Putting the Paper to Bed

A tightly cropped photo of the front page of The Atlanta Journal-Constitution, focused on its slogan, "Credible. Compelling. Complete."

The Atlanta Journal-Constitution announced on Thursday that it would be ending its print edition — which has been published in some form since 1868 — at the end of the year.

I grew up outside Atlanta, at a time when it was nominally still a two-newspaper town: The Constitution was delivered in the morning, and The Journal arrived in the afternoons. My parents subscribed to The Journal, whose opinion page leaned more conservative and had one of the great newspaper slogans: Covers Dixie Like the Dew.

My grandfather was also a longtime advertising executive at the AJC. Although I started my own career in newspapers long after he retired, the business was a bond between us until he died. (He routinely mailed me clippings from the AJC that had caught his attention over breakfast, often from the left-leaning columnists he vehemently disagreed with.)

Despite that background, I didn’t immediately gravitate toward journalism in college. But I got there eventually and have — happily, and very, very luckily — been there ever since. I started in my first “professional” newsroom 30 years ago this summer, and my favorite gallows-humor description of that time comes from a 2017 piece in McSweeney’s:

Michelle Jones remembers graduating journalism school twenty-five years ago and being warned that the industry was declining because advertisers were pulling out, salaries were dropping and the internet would ruin everything. And that’s pretty much what happened.

I’ve been extremely fortunate to hold onto a job in a field that has been radically transformed since the time I graduated from journalism school, much less from when my grandfather started working for the AJC almost 90 years ago. I’ve had literally hundreds of friends and colleagues lose their jobs over the years. The AJC news followed widespread buyouts at one of the other papers near and dear to my heart, The Washington Post, that one media critic called “the most spectacular departure of journalistic talent from a newspaper” in decades.

Despite all this bad news, I was heartened by, and agree with, a quote from the AJC’s publisher about the decision to end its print edition: “Unless news organizations have the courage to disrupt themselves faster than the marketplace is disrupting the industry, really important institutions that have existed for generations will cease to exist.” He added, “I love print, but I love journalism more.

At Least We Had Fun

“If you spend a lifetime in journalism, you may have some stories that matter more, you may do work that is of greater importance, and you may serve some greater societal purpose. But you will never have as much fun as when you and the other sleep-deprived and beerstained wonders around you published your own damn newspaper.”
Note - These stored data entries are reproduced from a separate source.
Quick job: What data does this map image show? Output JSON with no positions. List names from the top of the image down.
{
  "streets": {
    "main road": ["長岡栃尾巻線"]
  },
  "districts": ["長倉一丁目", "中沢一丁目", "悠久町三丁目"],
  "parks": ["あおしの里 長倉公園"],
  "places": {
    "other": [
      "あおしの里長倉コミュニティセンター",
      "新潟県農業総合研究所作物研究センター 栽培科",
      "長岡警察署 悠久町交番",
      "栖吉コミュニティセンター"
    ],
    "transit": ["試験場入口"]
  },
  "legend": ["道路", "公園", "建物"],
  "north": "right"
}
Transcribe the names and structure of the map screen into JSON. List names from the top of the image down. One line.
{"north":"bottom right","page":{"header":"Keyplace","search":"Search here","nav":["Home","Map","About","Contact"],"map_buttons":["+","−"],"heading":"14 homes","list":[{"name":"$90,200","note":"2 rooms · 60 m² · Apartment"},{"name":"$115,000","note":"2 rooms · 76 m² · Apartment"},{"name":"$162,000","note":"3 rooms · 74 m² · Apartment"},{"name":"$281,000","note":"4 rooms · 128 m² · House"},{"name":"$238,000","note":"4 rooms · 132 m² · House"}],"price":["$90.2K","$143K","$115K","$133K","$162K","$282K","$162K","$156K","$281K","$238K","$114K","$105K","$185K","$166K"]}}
— David Simon, The Diamondback, March 10, 2020

David Simon feels about his experiences at his college newspaper the way I do about mine.

Daring to Be Dull

“Straight as an arrow, exasperatingly thorough, extremely earnest, smart, plain, pragmatic, wonkish. He was a stickler, a self-described curmudgeon.”

David Butler, an editor for Stars and Stripes, was beaten to death almost 17 years ago in Arlington, Va., on his way home after a night shift.

I was in D.C. at the time, and although I never met him, this remembrance has stuck with me, partly because of the horrific nature of the crime, which appears to remain unsolved. But in him I also saw — perhaps with some self-flattery and a touch of embarrassment — myself.

His work mirrored my own, hanging around “in case you have to tear up the front page for a nuclear explosion or the death of a princess.”

(Like him, I was in the newsroom on my 30th birthday, which was an election night. Like him, I was surrounded by pizza boxes. Unlike him, I was not in the company of a stripper.)

I was also well familiar with “those strange small hours, our 5 p.m., our quitting time, the world’s middle of the night” and could easily envision the circumstances in which he was killed.

I’ve recently been thinking about David because he sounded like most of the journalists I’ve worked with over a 22-year career in newspapers: dedicated, careful but human, and honestly trying to provide a fair and accurate account of the facts in an often messy world.

“He was, in short, everything you want in the guy who edits your newspaper.”